- Task description: Look for "Aprilov" in the material below and show each line that contains it.

-- Source records follows --

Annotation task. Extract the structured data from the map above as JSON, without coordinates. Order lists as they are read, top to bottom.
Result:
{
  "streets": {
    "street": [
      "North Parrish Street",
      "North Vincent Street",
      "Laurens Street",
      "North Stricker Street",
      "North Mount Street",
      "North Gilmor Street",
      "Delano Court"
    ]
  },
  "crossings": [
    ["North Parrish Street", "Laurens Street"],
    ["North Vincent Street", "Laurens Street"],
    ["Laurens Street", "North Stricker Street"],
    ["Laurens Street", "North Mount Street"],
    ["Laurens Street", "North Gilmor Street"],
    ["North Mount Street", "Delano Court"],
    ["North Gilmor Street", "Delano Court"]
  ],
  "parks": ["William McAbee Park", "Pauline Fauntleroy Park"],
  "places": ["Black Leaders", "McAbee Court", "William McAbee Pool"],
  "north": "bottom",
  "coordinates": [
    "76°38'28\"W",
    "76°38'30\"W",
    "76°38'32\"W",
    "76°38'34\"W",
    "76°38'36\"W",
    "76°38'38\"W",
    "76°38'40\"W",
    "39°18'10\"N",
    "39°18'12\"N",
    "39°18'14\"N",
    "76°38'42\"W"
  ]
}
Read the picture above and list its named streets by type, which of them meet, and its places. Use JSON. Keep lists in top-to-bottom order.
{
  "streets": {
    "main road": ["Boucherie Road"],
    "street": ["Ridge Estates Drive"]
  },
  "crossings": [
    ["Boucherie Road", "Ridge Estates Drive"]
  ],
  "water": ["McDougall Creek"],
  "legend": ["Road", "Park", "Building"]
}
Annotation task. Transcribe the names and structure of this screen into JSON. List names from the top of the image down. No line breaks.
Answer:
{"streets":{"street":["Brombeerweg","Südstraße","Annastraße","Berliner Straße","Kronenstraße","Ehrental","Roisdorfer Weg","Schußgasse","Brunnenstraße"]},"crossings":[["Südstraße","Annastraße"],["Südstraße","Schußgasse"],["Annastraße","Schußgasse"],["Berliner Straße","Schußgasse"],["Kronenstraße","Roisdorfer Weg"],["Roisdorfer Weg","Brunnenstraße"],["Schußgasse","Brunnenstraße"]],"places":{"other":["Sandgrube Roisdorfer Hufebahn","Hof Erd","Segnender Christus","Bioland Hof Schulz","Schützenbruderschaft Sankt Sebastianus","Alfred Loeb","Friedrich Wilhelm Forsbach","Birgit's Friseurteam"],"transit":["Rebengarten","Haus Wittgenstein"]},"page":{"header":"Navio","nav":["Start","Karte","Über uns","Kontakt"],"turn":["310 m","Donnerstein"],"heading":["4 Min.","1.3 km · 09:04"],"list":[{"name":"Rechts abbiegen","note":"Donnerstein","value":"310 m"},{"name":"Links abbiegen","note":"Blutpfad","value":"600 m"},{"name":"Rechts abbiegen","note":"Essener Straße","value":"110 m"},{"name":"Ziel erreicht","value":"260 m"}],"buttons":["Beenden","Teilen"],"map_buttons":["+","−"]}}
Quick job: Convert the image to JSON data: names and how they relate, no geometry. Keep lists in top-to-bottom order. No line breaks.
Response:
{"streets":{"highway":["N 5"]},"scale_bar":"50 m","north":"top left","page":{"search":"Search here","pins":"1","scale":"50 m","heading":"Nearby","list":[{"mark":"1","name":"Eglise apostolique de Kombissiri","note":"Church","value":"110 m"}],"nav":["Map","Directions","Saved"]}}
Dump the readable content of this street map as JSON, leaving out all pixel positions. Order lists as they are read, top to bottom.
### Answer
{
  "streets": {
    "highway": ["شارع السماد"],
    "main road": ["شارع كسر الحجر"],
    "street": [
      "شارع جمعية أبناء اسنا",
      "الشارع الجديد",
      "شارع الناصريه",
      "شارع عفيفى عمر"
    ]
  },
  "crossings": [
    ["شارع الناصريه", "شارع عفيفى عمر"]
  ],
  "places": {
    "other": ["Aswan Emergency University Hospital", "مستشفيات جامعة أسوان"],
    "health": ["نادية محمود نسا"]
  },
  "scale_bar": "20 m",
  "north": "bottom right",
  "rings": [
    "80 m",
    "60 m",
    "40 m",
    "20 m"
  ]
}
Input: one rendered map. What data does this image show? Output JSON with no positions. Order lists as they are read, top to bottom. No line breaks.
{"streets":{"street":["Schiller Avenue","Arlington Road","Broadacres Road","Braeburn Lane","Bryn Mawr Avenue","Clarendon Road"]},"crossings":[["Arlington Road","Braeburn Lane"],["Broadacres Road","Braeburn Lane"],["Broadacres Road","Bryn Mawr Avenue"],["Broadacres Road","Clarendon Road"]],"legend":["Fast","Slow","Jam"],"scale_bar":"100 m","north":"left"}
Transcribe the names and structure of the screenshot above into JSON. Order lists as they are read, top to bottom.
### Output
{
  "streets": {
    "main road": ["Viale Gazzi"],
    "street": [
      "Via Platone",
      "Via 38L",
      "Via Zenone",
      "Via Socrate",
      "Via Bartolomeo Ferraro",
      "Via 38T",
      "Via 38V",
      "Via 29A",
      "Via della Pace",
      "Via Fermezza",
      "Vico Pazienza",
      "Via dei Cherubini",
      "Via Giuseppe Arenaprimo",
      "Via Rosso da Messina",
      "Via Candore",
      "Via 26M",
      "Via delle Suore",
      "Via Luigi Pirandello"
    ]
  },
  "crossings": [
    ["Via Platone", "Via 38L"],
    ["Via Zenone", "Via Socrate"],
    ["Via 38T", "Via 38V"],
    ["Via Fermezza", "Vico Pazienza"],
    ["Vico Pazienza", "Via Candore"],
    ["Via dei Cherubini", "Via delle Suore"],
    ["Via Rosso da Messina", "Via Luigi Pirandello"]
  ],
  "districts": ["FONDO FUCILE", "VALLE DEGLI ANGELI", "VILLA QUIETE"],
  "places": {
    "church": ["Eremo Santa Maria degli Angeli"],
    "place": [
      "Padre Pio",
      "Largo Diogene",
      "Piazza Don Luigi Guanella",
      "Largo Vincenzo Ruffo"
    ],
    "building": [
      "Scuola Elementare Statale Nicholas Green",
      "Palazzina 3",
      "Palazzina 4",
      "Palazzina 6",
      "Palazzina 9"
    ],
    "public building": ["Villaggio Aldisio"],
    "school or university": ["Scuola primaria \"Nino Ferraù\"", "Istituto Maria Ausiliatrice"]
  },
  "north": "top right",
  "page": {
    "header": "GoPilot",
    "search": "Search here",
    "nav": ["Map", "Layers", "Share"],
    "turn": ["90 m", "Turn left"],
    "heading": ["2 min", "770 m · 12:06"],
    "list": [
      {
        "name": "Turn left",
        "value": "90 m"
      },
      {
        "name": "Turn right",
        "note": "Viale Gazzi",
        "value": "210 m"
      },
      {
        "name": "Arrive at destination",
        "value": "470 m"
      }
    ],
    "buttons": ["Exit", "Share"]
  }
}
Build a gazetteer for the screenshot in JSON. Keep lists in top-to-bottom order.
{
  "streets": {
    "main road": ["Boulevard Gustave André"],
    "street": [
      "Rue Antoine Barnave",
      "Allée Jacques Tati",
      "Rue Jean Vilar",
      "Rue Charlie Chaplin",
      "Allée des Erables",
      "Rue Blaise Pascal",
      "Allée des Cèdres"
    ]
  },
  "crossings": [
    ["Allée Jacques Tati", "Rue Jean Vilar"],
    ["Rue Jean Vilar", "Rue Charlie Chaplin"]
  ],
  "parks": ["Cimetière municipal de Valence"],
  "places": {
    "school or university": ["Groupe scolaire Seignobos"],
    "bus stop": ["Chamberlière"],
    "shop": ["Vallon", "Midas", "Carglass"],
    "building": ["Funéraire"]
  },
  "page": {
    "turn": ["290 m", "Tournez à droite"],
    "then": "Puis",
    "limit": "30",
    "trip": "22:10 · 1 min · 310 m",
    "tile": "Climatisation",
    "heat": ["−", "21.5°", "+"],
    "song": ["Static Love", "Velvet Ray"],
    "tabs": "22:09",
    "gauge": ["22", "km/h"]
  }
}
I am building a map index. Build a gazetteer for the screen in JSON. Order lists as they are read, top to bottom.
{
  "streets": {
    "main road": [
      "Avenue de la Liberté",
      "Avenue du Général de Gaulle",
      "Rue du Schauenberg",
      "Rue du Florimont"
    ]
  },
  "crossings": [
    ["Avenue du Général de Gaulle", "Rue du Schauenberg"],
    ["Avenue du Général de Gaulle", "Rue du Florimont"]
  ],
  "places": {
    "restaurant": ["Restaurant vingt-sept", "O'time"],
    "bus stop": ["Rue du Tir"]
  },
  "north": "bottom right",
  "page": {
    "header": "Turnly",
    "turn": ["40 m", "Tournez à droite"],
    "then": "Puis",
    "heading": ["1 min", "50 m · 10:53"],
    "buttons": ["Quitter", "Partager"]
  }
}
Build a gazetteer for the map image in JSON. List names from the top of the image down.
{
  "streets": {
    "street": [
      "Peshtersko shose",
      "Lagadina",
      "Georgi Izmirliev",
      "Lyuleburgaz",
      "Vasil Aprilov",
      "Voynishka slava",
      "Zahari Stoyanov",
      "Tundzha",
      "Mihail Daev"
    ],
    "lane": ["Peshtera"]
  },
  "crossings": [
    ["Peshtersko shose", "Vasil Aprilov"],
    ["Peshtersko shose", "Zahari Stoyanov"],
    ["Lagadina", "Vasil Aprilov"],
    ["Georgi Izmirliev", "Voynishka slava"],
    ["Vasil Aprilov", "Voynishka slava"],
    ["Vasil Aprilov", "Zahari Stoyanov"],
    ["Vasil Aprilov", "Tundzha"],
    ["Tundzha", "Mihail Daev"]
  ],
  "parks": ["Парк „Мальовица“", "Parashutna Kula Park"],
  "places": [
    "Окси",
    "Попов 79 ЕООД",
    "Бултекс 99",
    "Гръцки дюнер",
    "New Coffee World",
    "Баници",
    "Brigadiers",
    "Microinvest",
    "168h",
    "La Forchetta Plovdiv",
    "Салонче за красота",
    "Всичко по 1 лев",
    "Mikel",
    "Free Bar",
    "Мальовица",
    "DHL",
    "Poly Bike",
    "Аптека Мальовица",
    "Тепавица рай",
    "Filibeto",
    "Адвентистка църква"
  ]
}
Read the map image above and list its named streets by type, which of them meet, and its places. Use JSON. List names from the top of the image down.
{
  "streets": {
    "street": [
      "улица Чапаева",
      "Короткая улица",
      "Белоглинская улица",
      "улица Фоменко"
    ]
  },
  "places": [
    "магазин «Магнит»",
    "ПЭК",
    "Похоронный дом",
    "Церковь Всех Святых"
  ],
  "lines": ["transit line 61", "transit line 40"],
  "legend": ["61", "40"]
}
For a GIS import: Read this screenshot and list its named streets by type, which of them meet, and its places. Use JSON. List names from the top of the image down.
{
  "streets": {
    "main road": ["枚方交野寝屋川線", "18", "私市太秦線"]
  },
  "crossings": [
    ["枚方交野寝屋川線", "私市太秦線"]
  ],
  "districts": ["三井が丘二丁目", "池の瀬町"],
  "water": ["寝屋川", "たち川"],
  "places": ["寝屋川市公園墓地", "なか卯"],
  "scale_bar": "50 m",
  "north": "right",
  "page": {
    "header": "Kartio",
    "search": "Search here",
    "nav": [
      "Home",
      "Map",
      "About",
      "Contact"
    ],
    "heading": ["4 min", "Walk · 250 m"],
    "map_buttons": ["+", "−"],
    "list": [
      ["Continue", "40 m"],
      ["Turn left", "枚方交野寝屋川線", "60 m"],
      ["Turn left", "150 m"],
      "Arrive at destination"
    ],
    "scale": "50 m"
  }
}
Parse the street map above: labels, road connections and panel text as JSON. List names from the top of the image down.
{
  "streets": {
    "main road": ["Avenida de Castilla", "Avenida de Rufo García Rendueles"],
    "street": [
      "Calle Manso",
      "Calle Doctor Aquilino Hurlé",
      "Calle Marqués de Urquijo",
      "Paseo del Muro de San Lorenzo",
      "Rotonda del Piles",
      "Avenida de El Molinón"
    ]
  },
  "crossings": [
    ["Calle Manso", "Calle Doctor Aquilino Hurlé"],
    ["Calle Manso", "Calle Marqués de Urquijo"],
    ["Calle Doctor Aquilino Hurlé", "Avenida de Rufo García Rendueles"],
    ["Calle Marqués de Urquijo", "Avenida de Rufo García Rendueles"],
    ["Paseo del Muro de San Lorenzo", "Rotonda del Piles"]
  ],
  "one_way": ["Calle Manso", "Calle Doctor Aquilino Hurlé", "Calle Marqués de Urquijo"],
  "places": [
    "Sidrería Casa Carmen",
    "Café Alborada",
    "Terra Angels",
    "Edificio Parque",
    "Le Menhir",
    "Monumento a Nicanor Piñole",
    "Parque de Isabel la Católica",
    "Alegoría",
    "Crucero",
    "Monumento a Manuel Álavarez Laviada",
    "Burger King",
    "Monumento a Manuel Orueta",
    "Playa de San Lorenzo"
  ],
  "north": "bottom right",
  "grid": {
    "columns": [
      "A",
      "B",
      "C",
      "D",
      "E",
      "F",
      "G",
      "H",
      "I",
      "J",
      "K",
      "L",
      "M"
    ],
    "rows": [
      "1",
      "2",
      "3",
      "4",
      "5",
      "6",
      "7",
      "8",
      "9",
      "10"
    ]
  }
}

-- Source records concluded --

- Output for this task:
      "Vasil Aprilov",
    ["Peshtersko shose", "Vasil Aprilov"],
    ["Lagadina", "Vasil Aprilov"],
    ["Vasil Aprilov", "Voynishka slava"],
    ["Vasil Aprilov", "Zahari Stoyanov"],
    ["Vasil Aprilov", "Tundzha"],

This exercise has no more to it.